**Task:** Return every line from the one with "font-size:13px; font-style:normal; color:var(--muted)" through the one with "flex:none; width:22px; height:22px;", inclusive, exactly as it appears below.

**Listed records:**
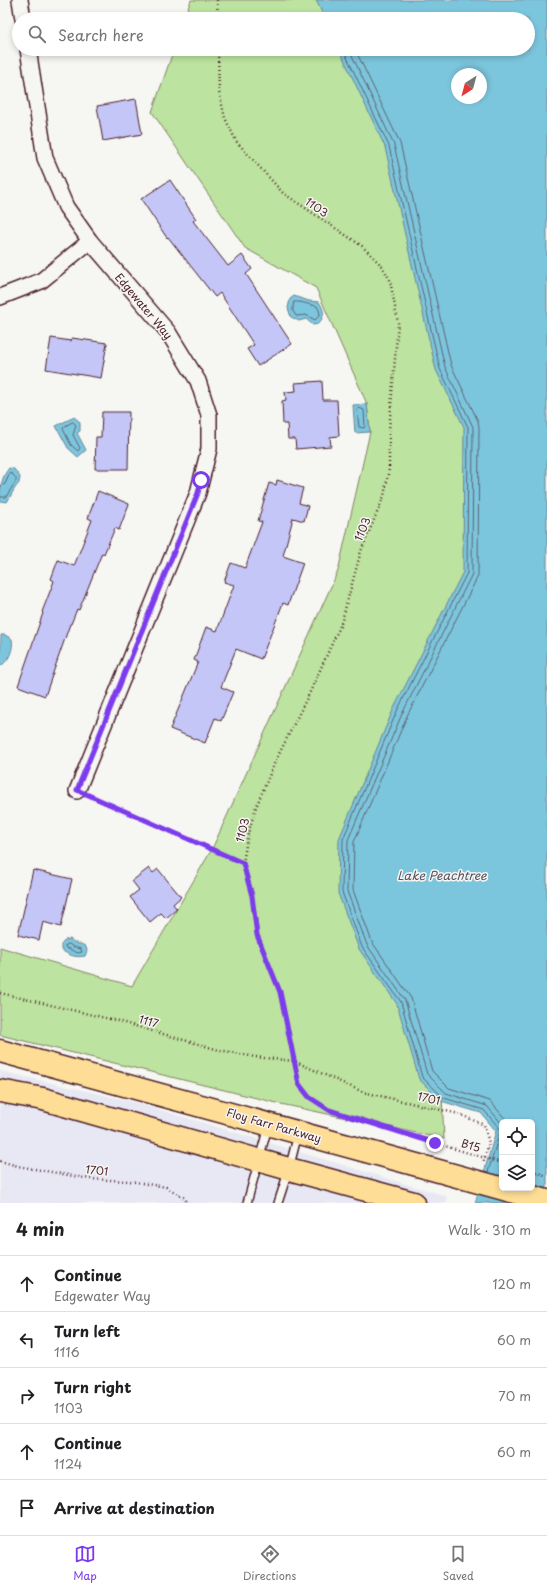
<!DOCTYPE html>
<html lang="en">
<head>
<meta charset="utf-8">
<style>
  :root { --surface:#fff; --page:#f6f6f6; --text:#202124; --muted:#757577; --line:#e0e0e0; --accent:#7c3aed }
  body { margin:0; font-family:"Playpen Sans",sans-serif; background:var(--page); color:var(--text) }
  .controls { position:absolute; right:12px; bottom:12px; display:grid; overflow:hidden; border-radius:6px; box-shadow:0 2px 6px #0003 }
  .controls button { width:36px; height:36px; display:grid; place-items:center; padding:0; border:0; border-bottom:1px solid var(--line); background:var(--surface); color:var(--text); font:20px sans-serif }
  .compass { position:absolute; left:451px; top:68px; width:36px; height:36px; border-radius:50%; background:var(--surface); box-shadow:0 2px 6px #0003; rotate:216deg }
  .stop { position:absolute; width:12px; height:12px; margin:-9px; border:3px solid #7c3aed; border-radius:50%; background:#fff }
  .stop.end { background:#7c3aed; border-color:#fff; box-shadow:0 1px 4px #0008 }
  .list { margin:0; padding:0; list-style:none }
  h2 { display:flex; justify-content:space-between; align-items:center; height:52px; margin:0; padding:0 16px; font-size:17px }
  h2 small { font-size:13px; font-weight:400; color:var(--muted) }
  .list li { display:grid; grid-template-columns:26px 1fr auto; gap:12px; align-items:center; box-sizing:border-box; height:56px; padding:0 16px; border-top:1px solid var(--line) }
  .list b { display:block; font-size:15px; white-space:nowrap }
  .list p { margin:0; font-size:13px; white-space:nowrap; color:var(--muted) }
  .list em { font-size:13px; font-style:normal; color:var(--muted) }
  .icon { flex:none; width:22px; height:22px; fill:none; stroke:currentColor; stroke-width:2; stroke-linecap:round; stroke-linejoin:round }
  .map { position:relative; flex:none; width:547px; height:1203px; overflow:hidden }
  .search { position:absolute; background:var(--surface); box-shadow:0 2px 6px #0003; left:12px; right:12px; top:12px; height:44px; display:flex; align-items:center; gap:10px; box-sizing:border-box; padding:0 14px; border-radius:22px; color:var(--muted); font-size:15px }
  .sheet { height:332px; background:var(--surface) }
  nav { display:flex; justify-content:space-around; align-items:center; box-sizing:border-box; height:56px; border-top:1px solid var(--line); background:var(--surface); font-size:11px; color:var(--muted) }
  nav a { display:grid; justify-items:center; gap:2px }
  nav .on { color:var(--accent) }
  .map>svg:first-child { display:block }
  .built { fill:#e7e8f4 }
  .green { fill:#bce39f; stroke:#838165 }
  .water { fill:#7cc6dd; stroke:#688396; fill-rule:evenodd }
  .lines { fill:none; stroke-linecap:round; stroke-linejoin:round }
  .shore { stroke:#5e6272; stroke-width:1 }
  .building { fill:#c4c6f8; stroke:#4a1f2b }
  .lane-casing { stroke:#4a1f2b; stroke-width:10 }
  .street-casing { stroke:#4a1f2b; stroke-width:18 }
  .primary-casing { stroke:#4a1f2b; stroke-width:25 }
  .path { stroke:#4a1f2b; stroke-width:2.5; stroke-dasharray:1 3; stroke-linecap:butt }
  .lane { stroke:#f6f6f2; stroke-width:7 }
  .street { stroke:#f6f6f2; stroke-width:15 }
  .primary { stroke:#fedd96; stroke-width:22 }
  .primary-bridge-casing { stroke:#4a1f2b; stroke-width:25; stroke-linecap:butt }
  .path-bridge { stroke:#4a1f2b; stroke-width:2.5; stroke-dasharray:1 3; stroke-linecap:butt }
  .primary-bridge { stroke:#fedd96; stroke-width:22 }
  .route { stroke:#7c3aed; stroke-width:5 }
  .labels { text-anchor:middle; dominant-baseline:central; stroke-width:3; stroke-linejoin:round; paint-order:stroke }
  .street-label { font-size:11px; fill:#4a1f2b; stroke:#f6f6f2 }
  .water-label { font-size:12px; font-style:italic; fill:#595160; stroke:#f6f6f2 }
</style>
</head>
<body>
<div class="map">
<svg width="547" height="1203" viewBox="0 0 547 1203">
  <rect width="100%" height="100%" fill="#f6f6f2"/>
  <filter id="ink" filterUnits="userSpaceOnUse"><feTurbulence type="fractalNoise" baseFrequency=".025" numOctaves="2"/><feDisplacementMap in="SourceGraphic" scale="8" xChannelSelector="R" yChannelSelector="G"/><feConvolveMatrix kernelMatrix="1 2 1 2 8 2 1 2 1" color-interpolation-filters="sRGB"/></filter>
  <g filter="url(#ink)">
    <!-- built -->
    <path class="built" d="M0,1071l134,31 312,94 1,7h-447z"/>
    <!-- green -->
    <g class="green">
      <path d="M191,0h156l10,19h-173z"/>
      <path d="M174,49h197l123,404 -52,643 2,43 -163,-35 -281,-69v-88l132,39 80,-137 126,-278 32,-139 -3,-28 -51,-116 -71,-40 -93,-136z"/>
    </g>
    <!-- water -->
    <g class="water">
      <path d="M316,0h231v1203h-72l21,-72 -15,-18 -40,-12 -22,-22 -22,-75 -38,-55 -21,-56 1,-54 54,-129 70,-138 1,-145 -28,-57 -51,-223 -46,-98h189v-30h-203zM457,74h24v24h-24zM502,1122h30v66h-30z"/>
      <path d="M294,296l15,5 10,1c6,9 6,14 -1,22l-5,1 -7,-6 -7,2 -8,-4 -3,-9 2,-9z"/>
      <path d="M367,404l3,28 -15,1 -2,-28z"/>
      <path d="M74,417l6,5v9l-3,2 9,17 -8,7 -10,-9 -12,-22z"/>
      <path d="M9,468l5,1 6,8 -1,6c-5,5 -8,13 -12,19l-7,-1c0,-13 1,-23 9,-33z"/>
      <path d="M1,635h4l7,4c2,9 -3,23 -12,27z"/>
      <path d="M70,939c7,7 11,3 16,8l1,4 -2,5c-10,2 -16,-1 -24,-6v-5l4,-5z"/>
    </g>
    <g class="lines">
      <!-- shore -->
      <g class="shore">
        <path d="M343,49l46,97 51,223 28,58 -1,146 -70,138 -54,128 -1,53 20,55 39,55 21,75 22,21 40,12 16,19v3l-12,40"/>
        <path d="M349,49l45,96 51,222 28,60 -1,147 -70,140 -54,126 -1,51 20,54 38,55 22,74 19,19 41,13 15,18"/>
        <path d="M355,49l45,94 51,222 27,56 1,6 -1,149 -71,140 -53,126 -1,48 19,52 39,56 21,73 17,17 41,13 18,21"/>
        <path d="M294,302c7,-1 15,3 23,4l2,4 1,5 -5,5 -9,-5 -10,1 -3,-5z"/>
        <path d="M359,408l5,2 1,16 -1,2 -5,-1 -2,-17z"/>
        <path d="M73,422l3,3 -3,10 7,13 -2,3 -7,-6 -8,-16 1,-2z"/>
        <path d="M0,487l5,-3 5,-11 2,1 4,4v3l-10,16h-6"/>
        <path d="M69,944l4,3 8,2 1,3 -4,1 -12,-5 -1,-2z"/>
      </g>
    </g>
    <!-- building -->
    <g class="building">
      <path d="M136,99l6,35 -39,7 -6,-35z"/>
      <path d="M170,180l26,39 -3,2 35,45 14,-11 10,14 -6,5 46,70 -34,22 -11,-17 7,-4 -34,-52 -5,4 -47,-60 -1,1 -26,-39z"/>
      <path d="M51,338l20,3 1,-3 35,5 -6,35 -55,-9z"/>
      <path d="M322,381l1,19h14l2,36 -9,1 1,9 -35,3 -1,-10h-7l-1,-15h-4l-1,-23 4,-1 -1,-8 11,-1 -1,-8z"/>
      <path d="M102,412h27l-1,57h-33l1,-32h5z"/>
      <path d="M277,480l26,8 -4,15 9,3 -4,15 -11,-3 -10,38 20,7 -15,42 -5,-2 -22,56 -25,-10 -15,38 12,5 -12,29 -6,-3 -10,25 -35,-14 28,-67 -4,-2 12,-33 11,4 17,-46 -10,-3 7,-19 14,5 17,-46 -4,-1 11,-38 7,2z"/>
      <path d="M98,491l31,13 -10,26 -4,-2 -11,26 -2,-1 -23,57 -2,-1 -6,15h-1l-25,72 -27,-10 25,-73 -1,-1 12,-31 -3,-2 7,-19 16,6 18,-46 -4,-2z"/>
      <path d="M149,868l4,5 5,-4 23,28 -8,7 4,5 -11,9 -5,-5 -11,9 -20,-25 9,-7 -7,-9z"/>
      <path d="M33,870l39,9 -11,48 -18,-5 -4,18 -21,-5z"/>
    </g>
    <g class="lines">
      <!-- lane casing -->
      <g class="lane-casing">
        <g id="lane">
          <path d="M247,1203l21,-76"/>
          <path d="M278,1203l11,-34 9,-35"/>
        </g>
      </g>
      <!-- street casing -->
      <g class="street-casing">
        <g id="street">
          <path d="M20,0l3,19"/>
          <path d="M28,49l17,109 21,49 24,34 78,91 30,49 11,34v34l-11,44 -121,298"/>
          <path d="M0,297l41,-16 49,-40"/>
        </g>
      </g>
      <!-- primary casing -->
      <g class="primary-casing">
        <g id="primary">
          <path d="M0,1051l428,117"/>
          <path d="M0,1091l43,8 246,70 125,34"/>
        </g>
      </g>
      <!-- path -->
      <g class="path">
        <path d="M217,0l1,19"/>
        <path d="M218,49l1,43 6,26 11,23 47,52 79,53 20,20 8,14 8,43 -9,107v39l-5,27 -23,55 -20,73 -31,68 -35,70 -19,45 -8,27 -5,29 9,33 5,39 23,57 19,92 10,13 20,13 106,33"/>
        <path d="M93,798l150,65"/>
        <path d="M0,993l114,27 105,30 36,7 39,4 69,31 96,22 25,11 5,18 -6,20"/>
        <path d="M0,1161l18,5 72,13 39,2 37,6 17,10 5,6"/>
        <path d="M532,1171l15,5"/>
      </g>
      <!-- lane -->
      <use href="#lane" class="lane"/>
      <!-- street -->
      <use href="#street" class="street"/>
      <!-- primary -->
      <use href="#primary" class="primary"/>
      <!-- primary-bridge casing -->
      <g class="primary-bridge-casing">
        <path id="primary-bridge" d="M428,1168l119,33"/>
      </g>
      <!-- path-bridge -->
      <path class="path-bridge" d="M435,1143l67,20"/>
      <!-- primary-bridge -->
      <use href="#primary-bridge" class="primary-bridge"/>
    </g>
  </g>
  <g class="lines" filter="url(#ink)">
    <!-- route -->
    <path class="route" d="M201,480l-3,13 -121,297 166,73 9,33 5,39 23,57 19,92 10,13 20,13 106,33"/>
  </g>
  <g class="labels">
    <!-- street labels -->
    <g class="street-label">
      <text transform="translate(317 207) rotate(34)">1103</text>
      <text transform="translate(144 306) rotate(50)">Edgewater Way</text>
      <text transform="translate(362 529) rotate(-68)">1103</text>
      <text transform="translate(242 830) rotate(-76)">1103</text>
      <text transform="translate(149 1021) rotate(16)">1117</text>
      <text transform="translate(429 1098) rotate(13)">1701</text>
      <text transform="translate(274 1125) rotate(16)">Floy Farr Parkway</text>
      <text transform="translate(471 1145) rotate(16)">B15</text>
      <text transform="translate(97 1170) rotate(6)">1701</text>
    </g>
    <!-- water labels -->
    <g class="water-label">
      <text x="442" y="875">Lake Peachtree</text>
    </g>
  </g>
</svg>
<div class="controls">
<button><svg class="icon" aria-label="locate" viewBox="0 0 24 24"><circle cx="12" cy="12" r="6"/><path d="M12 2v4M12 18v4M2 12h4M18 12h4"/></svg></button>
<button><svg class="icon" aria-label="layers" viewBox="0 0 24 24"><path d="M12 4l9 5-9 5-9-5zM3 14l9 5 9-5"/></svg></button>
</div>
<svg class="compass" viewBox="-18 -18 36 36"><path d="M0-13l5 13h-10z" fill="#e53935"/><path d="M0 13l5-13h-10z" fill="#757577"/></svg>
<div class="stop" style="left:201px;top:480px"></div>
<div class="stop end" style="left:435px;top:1143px"></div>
<div class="search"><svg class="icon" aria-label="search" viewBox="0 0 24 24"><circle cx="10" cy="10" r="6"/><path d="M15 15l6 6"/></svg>Search here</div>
</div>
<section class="sheet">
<h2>4 min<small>Walk · 310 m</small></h2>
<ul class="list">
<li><svg class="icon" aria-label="ahead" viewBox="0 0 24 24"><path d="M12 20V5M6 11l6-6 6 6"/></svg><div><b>Continue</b><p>Edgewater Way</p></div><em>120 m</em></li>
<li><svg class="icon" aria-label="left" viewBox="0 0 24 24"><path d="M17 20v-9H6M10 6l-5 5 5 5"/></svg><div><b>Turn left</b><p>1116</p></div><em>60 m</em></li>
<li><svg class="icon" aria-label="right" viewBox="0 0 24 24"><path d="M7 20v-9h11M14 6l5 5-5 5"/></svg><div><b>Turn right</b><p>1103</p></div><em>70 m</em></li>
<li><svg class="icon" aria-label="ahead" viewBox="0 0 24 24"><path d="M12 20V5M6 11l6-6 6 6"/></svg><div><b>Continue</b><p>1124</p></div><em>60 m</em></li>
<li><svg class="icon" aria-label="arrive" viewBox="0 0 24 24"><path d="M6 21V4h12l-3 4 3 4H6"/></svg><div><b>Arrive at destination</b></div></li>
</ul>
</section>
<nav>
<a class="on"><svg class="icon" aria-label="map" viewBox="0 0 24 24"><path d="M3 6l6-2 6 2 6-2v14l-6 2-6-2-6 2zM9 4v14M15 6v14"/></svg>Map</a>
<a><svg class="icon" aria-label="directions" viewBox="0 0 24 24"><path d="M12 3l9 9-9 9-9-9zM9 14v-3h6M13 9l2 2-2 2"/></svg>Directions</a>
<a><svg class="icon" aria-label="saved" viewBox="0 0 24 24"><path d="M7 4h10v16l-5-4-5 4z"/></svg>Saved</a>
</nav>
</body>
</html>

**Response below:**
  .list em { font-size:13px; font-style:normal; color:var(--muted) }
  .icon { flex:none; width:22px; height:22px; fill:none; stroke:currentColor; stroke-width:2; stroke-linecap:round; stroke-linejoin:round }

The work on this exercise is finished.